> **WHAT YOU NEED TO DO**
Gather each line of the entries below that includes "JSON".
---------- LISTED RECORDS ----------
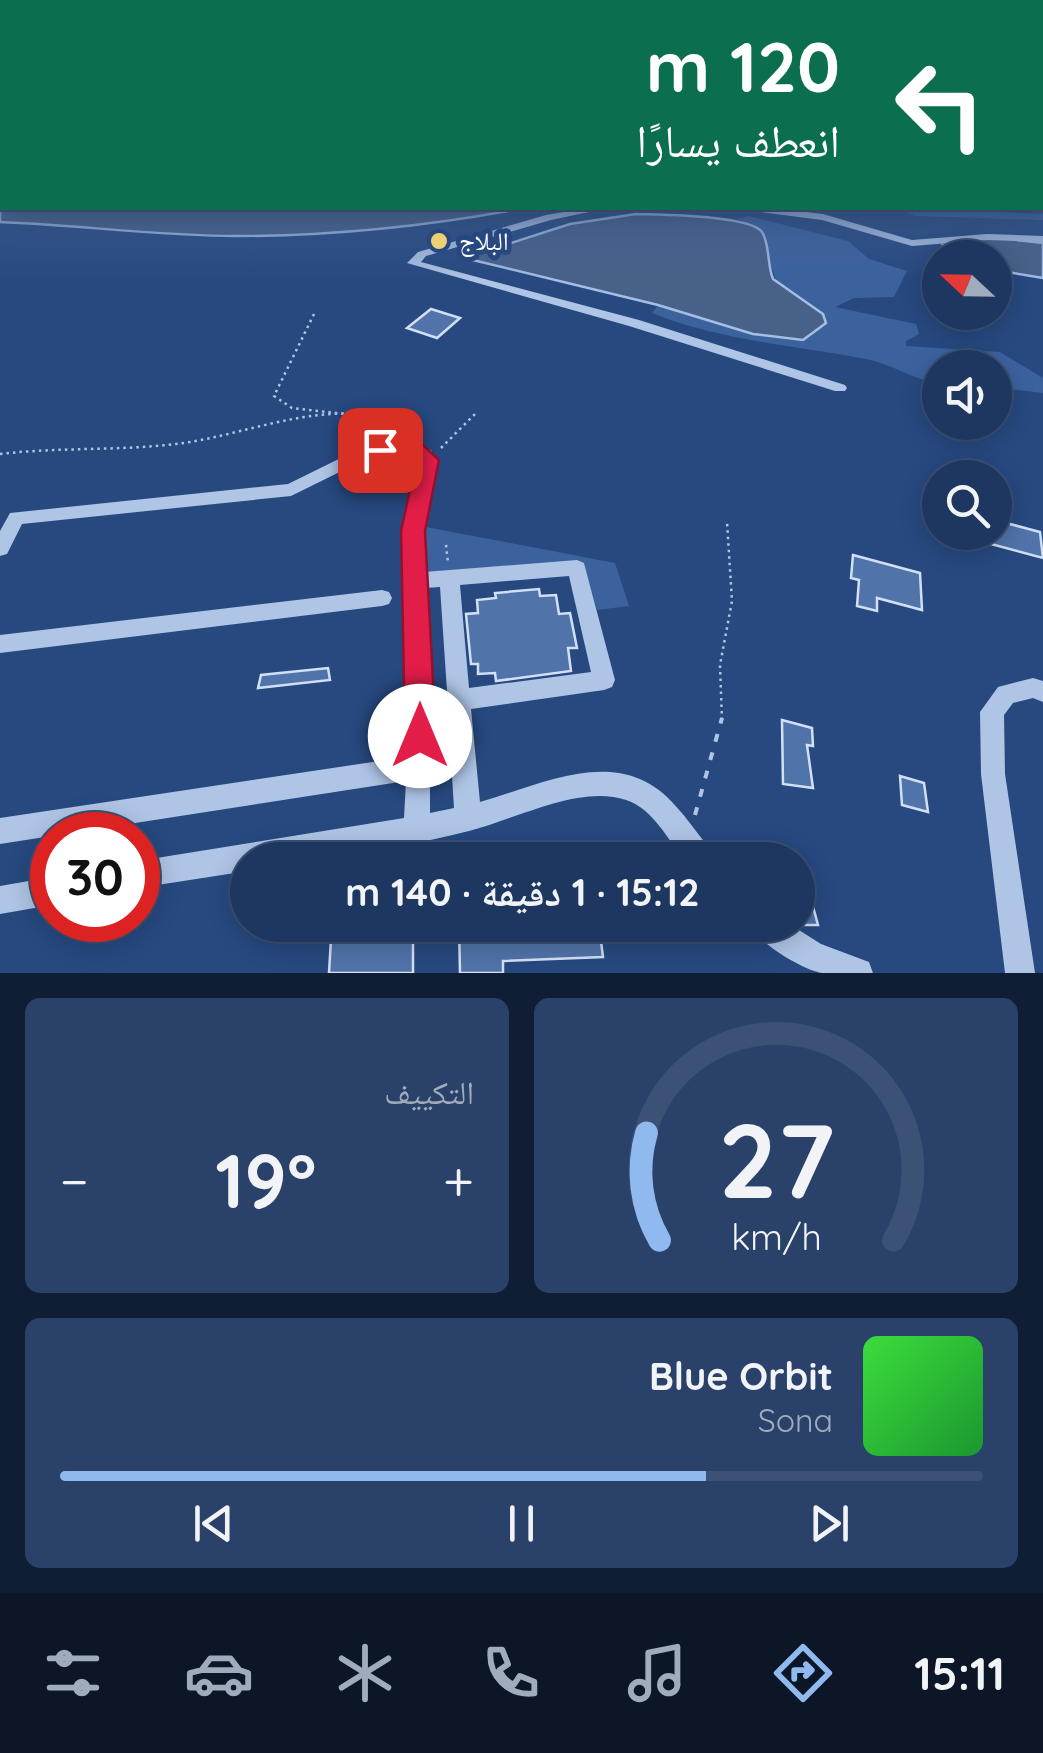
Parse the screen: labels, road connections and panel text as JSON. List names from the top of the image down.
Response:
----------
---------- LISTED RECORDS ----------
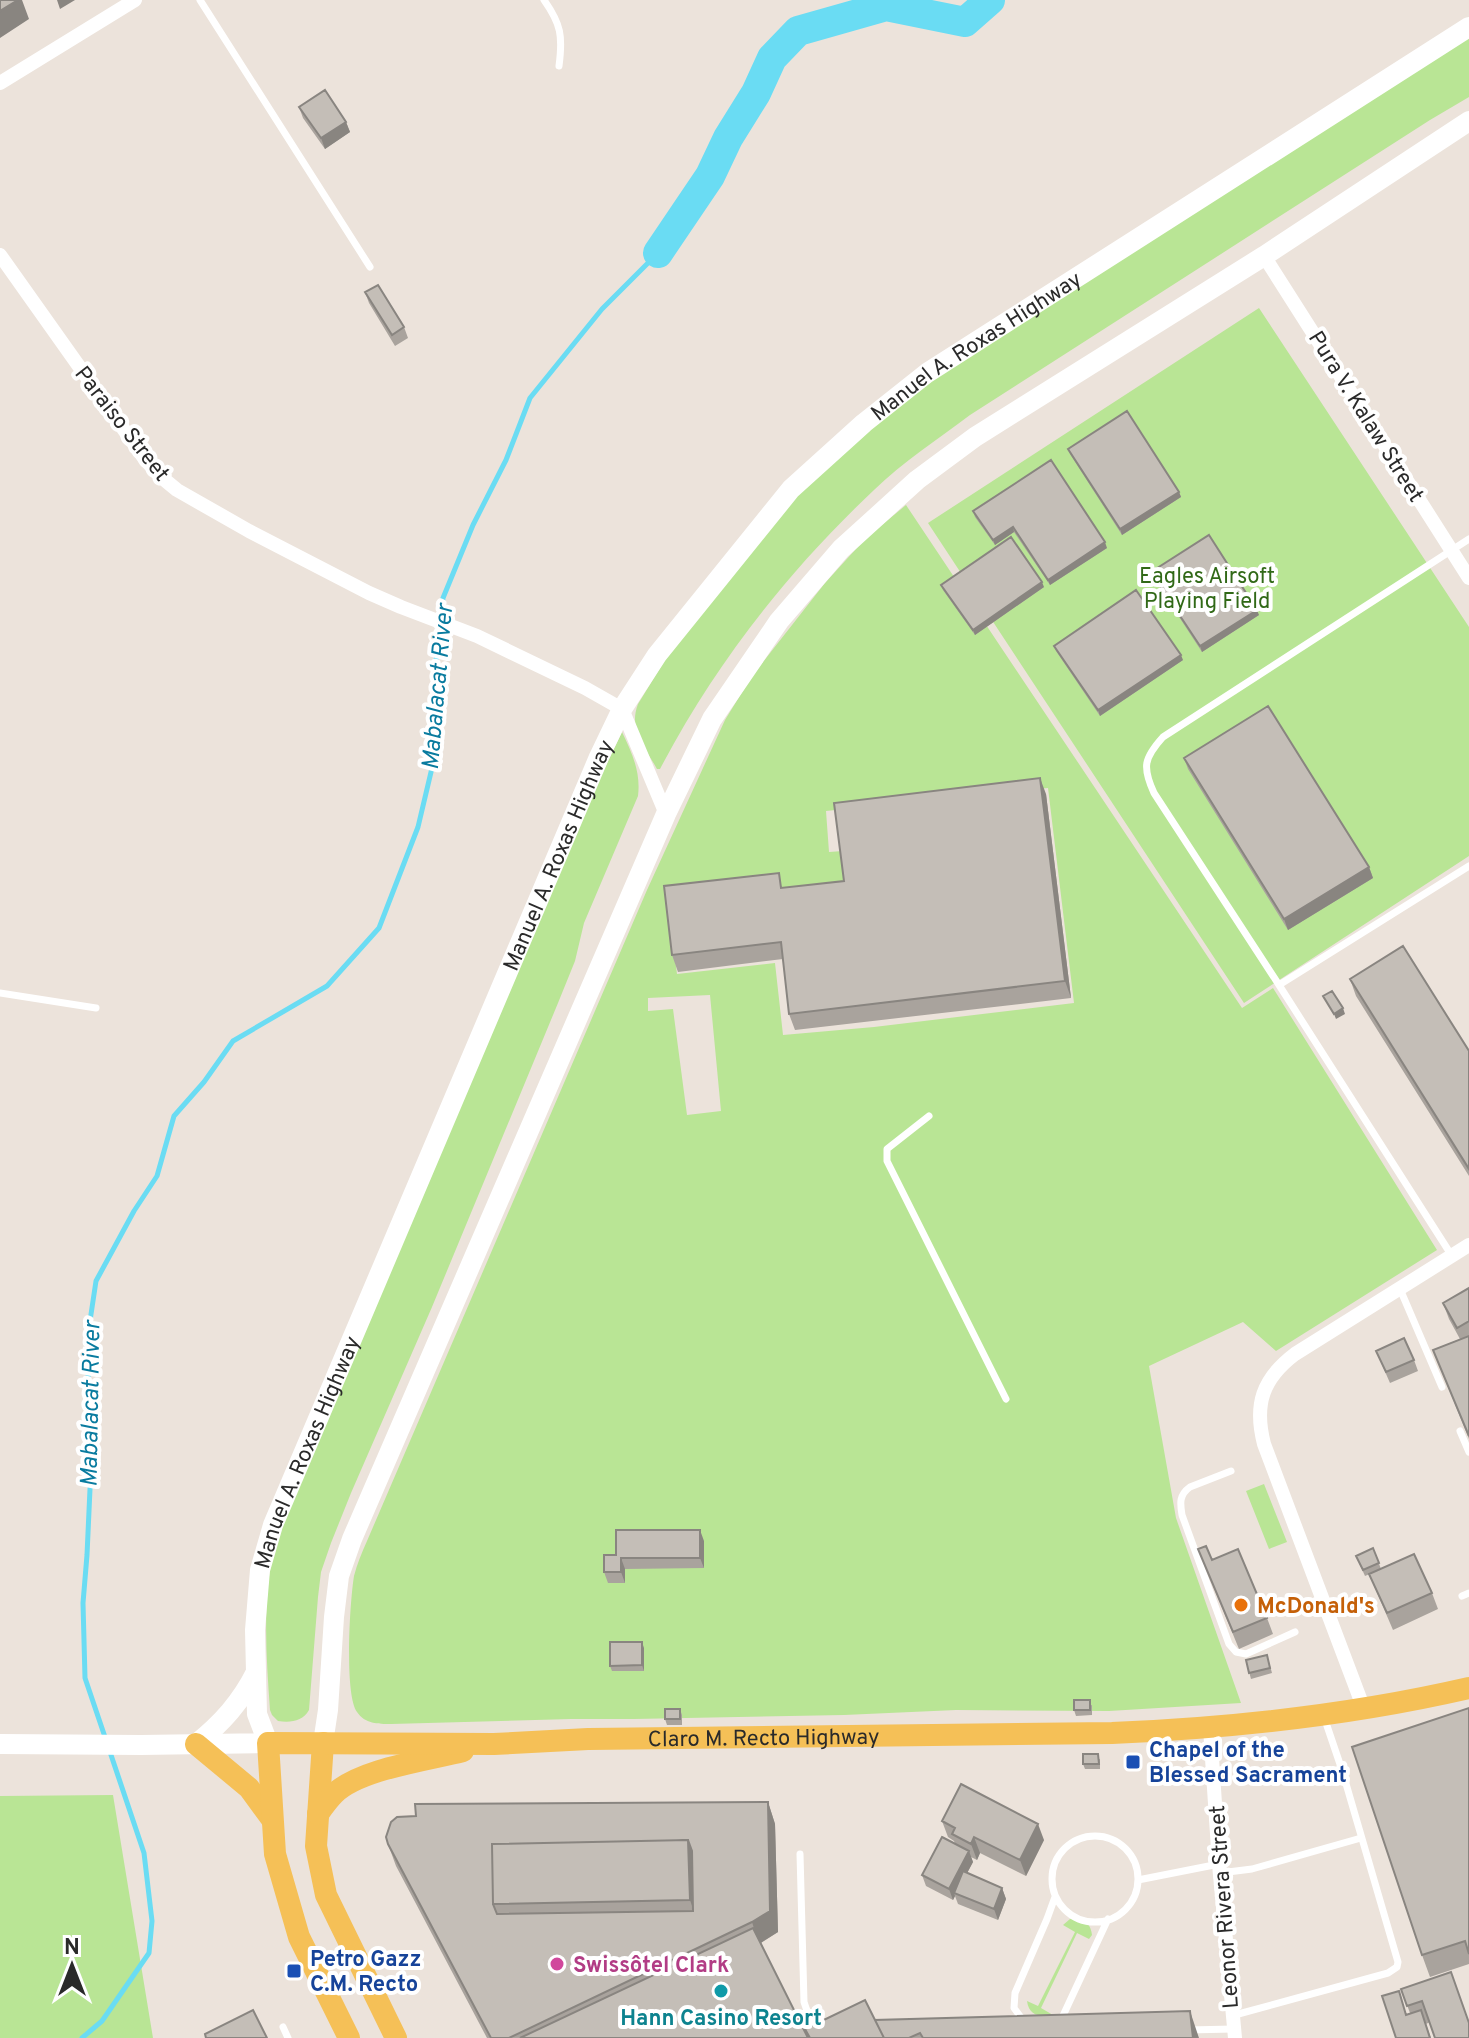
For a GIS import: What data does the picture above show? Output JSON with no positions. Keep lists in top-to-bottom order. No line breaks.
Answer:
----------
> **EXERCISE SOLUTION**
Parse the screen: labels, road connections and panel text as JSON. List names from the top of the image down.
For a GIS import: What data does the picture above show? Output JSON with no positions. Keep lists in top-to-bottom order. No line breaks.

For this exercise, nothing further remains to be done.